__WHAT YOU ARE ASKED TO DO__: Pictures are not repeated. Every line from the beginning of the entries through the one with "Task: Transcribe the" is restated exactly.

__RECORDED INFORMATION__:
--*--
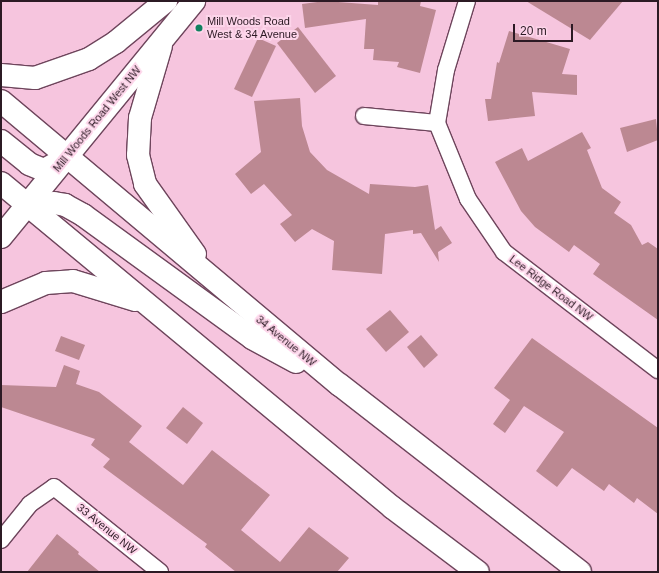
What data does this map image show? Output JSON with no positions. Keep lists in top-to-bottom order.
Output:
{
  "streets": {
    "main road": ["Mill Woods Road West NW", "34 Avenue NW"],
    "street": ["Lee Ridge Road NW", "33 Avenue NW"]
  },
  "crossings": [
    ["Mill Woods Road West NW", "34 Avenue NW"]
  ],
  "places": ["Mill Woods Road West & 34 Avenue"],
  "scale_bar": "20 m"
}
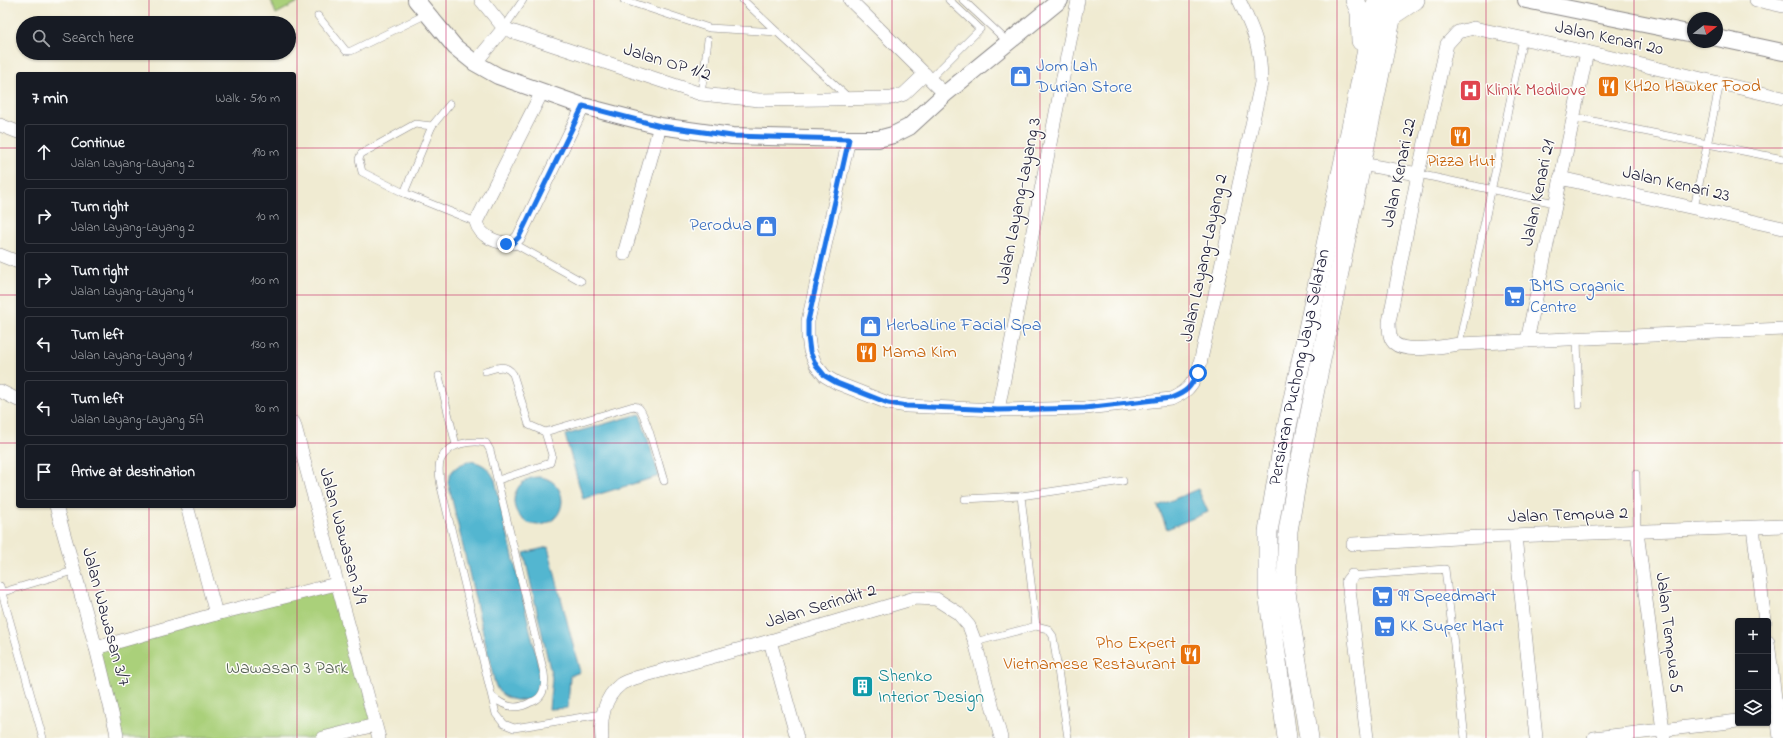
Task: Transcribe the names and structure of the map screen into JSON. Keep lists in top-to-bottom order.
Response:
{
  "streets": {
    "main road": ["Persiaran Puchong Jaya Selatan"],
    "street": [
      "Jalan Kenari 20",
      "Jalan OP 1/2",
      "Jalan Kenari 22",
      "Jalan Kenari 23",
      "Jalan Kenari 21",
      "Jalan Layang-Layang 3",
      "Jalan Layang-Layang 2",
      "Jalan Tempua 2",
      "Jalan Wawasan 3/9",
      "Jalan Serindit 2",
      "Jalan Wawasan 3/7",
      "Jalan Tempua 5"
    ]
  },
  "crossings": [
    ["Jalan Kenari 20", "Jalan Kenari 22"],
    ["Jalan Kenari 20", "Jalan Kenari 21"],
    ["Jalan Kenari 23", "Jalan Kenari 21"],
    ["Jalan Layang-Layang 3", "Jalan Layang-Layang 2"],
    ["Jalan Tempua 2", "Jalan Tempua 5"]
  ],
  "parks": ["Wawasan 3 Park"],
  "places": {
    "shop": ["Jom Lah Durian Store", "Perodua", "HerbaLine Facial Spa"],
    "restaurant": [
      "KH20 Hawker Food",
      "Pizza Hut",
      "Mama Kim",
      "Pho Expert Vietnamese Restaurant"
    ],
    "hospital": ["Klinik Medilove"],
    "supermarket": ["BMS Organic Centre", "99 Speedmart", "KK Super Mart"],
    "building": ["Shenko Interior Design"]
  },
  "north": "right",
  "page": {
    "search": "Search here",
    "heading": ["7 min", "Walk · 510 m"],
    "list": [
      ["Continue", "Jalan Layang-Layang 2", "190 m"],
      ["Turn right", "Jalan Layang-Layang 2", "10 m"],
      ["Turn right", "Jalan Layang-Layang 4", "100 m"],
      ["Turn left", "Jalan Layang-Layang 1", "130 m"],
      ["Turn left", "Jalan Layang-Layang 5A", "80 m"],
      "Arrive at destination"
    ],
    "map_buttons": ["+", "−"]
  }
}
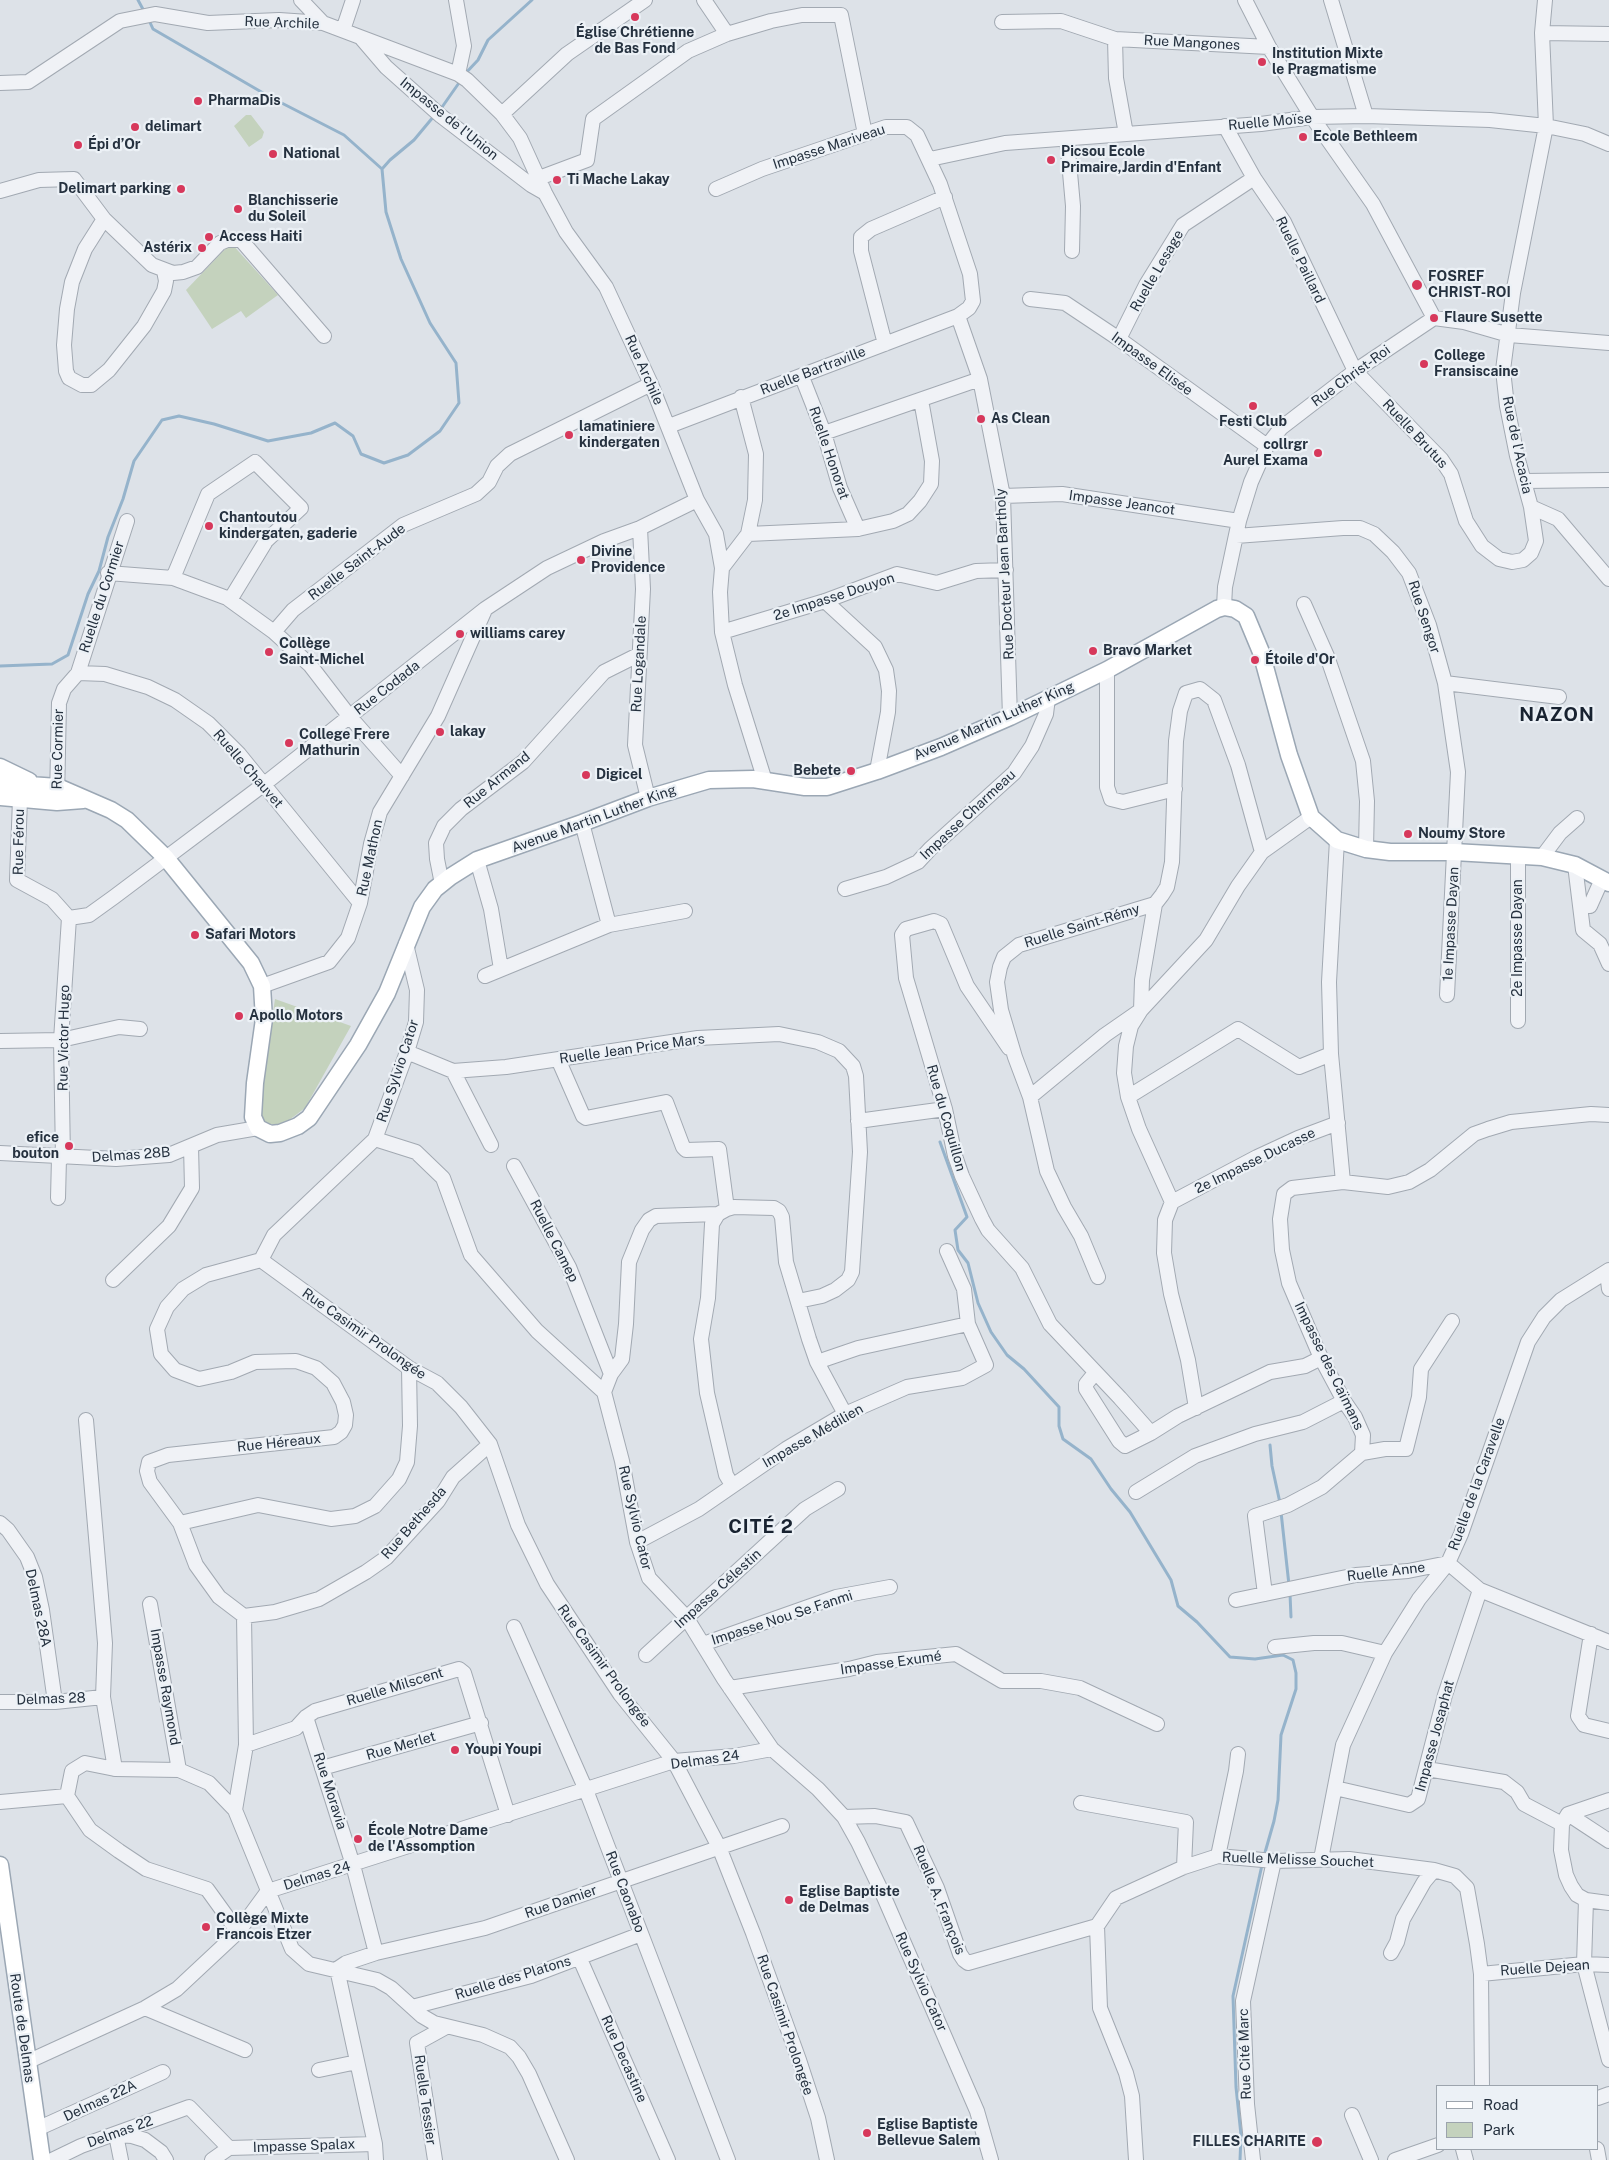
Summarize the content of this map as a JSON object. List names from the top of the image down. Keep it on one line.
{"streets":{"main road":["Avenue Martin Luther King","Route de Delmas"],"street":["Rue Archile","Rue Mangones","Impasse de l'Union","Ruelle Moïse","Impasse Mariveau","Ruelle Paillard","Ruelle Lesage","Impasse Elisée","Ruelle Bartraville","Rue Christ-Roi","Ruelle Brutus","Rue de l'Acacia","Ruelle Honorat","Impasse Jeancot","Ruelle Saint-Aude","Rue Docteur Jean Bartholy","Ruelle du Cormier","2e Impasse Douyon","Rue Sengor","Rue Logandale","Rue Codada","Rue Cormier","Ruelle Chauvet","Rue Armand","Impasse Charmeau","Rue Férou","Rue Mathon","1e Impasse Dayan","Ruelle Saint-Rémy","2e Impasse Dayan","Rue Victor Hugo","Ruelle Jean Price Mars","Rue Sylvio Cator","Rue du Coquillon","Delmas 28B","2e Impasse Ducasse","Ruelle Camep","Rue Casimir Prolongée","Impasse des Caïmans","Impasse Médilien","Rue Héreaux","Ruelle de la Caravelle","Rue Bethesda","Ruelle Anne","Impasse Célestin","Delmas 28A","Impasse Nou Se Fanmi","Impasse Exumé","Impasse Raymond","Ruelle Milscent","Delmas 28","Impasse Josaphat","Rue Merlet","Delmas 24","Rue Moravia","Ruelle Melisse Souchet","Rue Caonabo","Ruelle A. François","Rue Damier","Ruelle Dejean","Ruelle des Platons","Rue Cité Marc","Rue Decastine","Ruelle Tessier","Delmas 22A","Delmas 22","Impasse Spalax"]},"crossings":[["Rue Archile","Impasse de l'Union"],["Rue Archile","Ruelle Bartraville"],["Rue Archile","Ruelle Saint-Aude"],["Rue Archile","2e Impasse Douyon"],["Rue Archile","Rue Codada"],["Rue Archile","Avenue Martin Luther King"],["Ruelle Moïse","Impasse Mariveau"],["Ruelle Moïse","Ruelle Paillard"],["Ruelle Moïse","Rue de l'Acacia"],["Ruelle Paillard","Ruelle Lesage"],["Ruelle Paillard","Rue Christ-Roi"],["Ruelle Paillard","Ruelle Brutus"],["Ruelle Lesage","Impasse Elisée"],["Impasse Elisée","Rue Christ-Roi"],["Ruelle Bartraville","Ruelle Honorat"],["Ruelle Bartraville","Rue Docteur Jean Bartholy"],["Rue Christ-Roi","Ruelle Brutus"],["Rue Christ-Roi","Impasse Jeancot"],["Rue Christ-Roi","Rue Sengor"],["Rue Christ-Roi","Avenue Martin Luther King"],["Ruelle Brutus","Rue de l'Acacia"],["Impasse Jeancot","Rue Docteur Jean Bartholy"],["Rue Docteur Jean Bartholy","2e Impasse Douyon"],["Rue Docteur Jean Bartholy","Avenue Martin Luther King"],["Ruelle du Cormier","Rue Cormier"],["Ruelle du Cormier","Ruelle Chauvet"],["Rue Sengor","1e Impasse Dayan"],["Rue Logandale","Rue Codada"],["Rue Logandale","Avenue Martin Luther King"],["Rue Logandale","Rue Armand"],["Rue Codada","Ruelle Chauvet"],["Rue Codada","Rue Férou"],["Rue Codada","Rue Mathon"],["Rue Codada","Rue Victor Hugo"],["Avenue Martin Luther King","Rue Armand"],["Avenue Martin Luther King","Impasse Charmeau"],["Avenue Martin Luther King","Rue Sylvio Cator"],["Avenue Martin Luther King","Delmas 28B"],["Rue Cormier","Ruelle Chauvet"],["Ruelle Chauvet","Rue Mathon"],["Rue Férou","Rue Victor Hugo"],["Ruelle Saint-Rémy","Rue du Coquillon"],["Rue Victor Hugo","Delmas 28B"],["Ruelle Jean Price Mars","Rue Sylvio Cator"],["Rue Sylvio Cator","Impasse Médilien"],["Rue Sylvio Cator","Impasse Célestin"],["Rue Sylvio Cator","Impasse Nou Se Fanmi"],["Rue Sylvio Cator","Impasse Exumé"],["Rue Sylvio Cator","Delmas 24"],["Rue Sylvio Cator","Ruelle A. François"],["Rue Casimir Prolongée","Rue Héreaux"],["Rue Casimir Prolongée","Rue Bethesda"],["Rue Casimir Prolongée","Delmas 24"],["Rue Casimir Prolongée","Rue Damier"],["Rue Héreaux","Rue Bethesda"],["Ruelle de la Caravelle","Ruelle Anne"],["Ruelle de la Caravelle","Impasse Josaphat"],["Ruelle de la Caravelle","Ruelle Melisse Souchet"],["Delmas 28A","Delmas 28"],["Ruelle Milscent","Rue Merlet"],["Ruelle Milscent","Delmas 24"],["Ruelle Milscent","Rue Moravia"],["Rue Merlet","Rue Moravia"],["Delmas 24","Rue Moravia"],["Delmas 24","Rue Caonabo"],["Delmas 24","Route de Delmas"],["Rue Moravia","Rue Damier"],["Ruelle Melisse Souchet","Ruelle A. François"],["Ruelle Melisse Souchet","Ruelle Dejean"],["Ruelle Melisse Souchet","Rue Cité Marc"],["Rue Caonabo","Rue Damier"],["Rue Caonabo","Ruelle des Platons"],["Ruelle des Platons","Rue Decastine"],["Route de Delmas","Delmas 22A"],["Delmas 22","Impasse Spalax"]],"districts":["NAZON","CITÉ 2"],"places":["Église Chrétienne de Bas Fond","Institution Mixte le Pragmatisme","PharmaDis","delimart","Ecole Bethleem","Épi d’Or","National","Picsou Ecole Primaire,Jardin d'Enfant","Ti Mache Lakay","Delimart parking","Blanchisserie du Soleil","Access Haiti","Astérix","FOSREF CHRIST-ROI","Flaure Susette","College Fransiscaine","Festi Club","As Clean","lamatiniere kindergaten","collrgr Aurel Exama","Chantoutou kindergaten, gaderie","Divine Providence","williams carey","Bravo Market","Collège Saint-Michel","Étoile d'Or","lakay","College Frere Mathurin","Bebete","Digicel","Noumy Store","Safari Motors","Apollo Motors","efice bouton","Youpi Youpi","École Notre Dame de l'Assomption","Eglise Baptiste de Delmas","Collège Mixte Francois Etzer","Eglise Baptiste Bellevue Salem","FILLES CHARITE"],"legend":["Road","Park"]}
--*--
__RESULT__:
What data does this map image show? Output JSON with no positions. Keep lists in top-to-bottom order.
Output:
{
  "streets": {
    "main road": ["Mill Woods Road West NW", "34 Avenue NW"],
    "street": ["Lee Ridge Road NW", "33 Avenue NW"]
  },
  "crossings": [
    ["Mill Woods Road West NW", "34 Avenue NW"]
  ],
  "places": ["Mill Woods Road West & 34 Avenue"],
  "scale_bar": "20 m"
}
Task: Transcribe the names and structure of the map screen into JSON. Keep lists in top-to-bottom order.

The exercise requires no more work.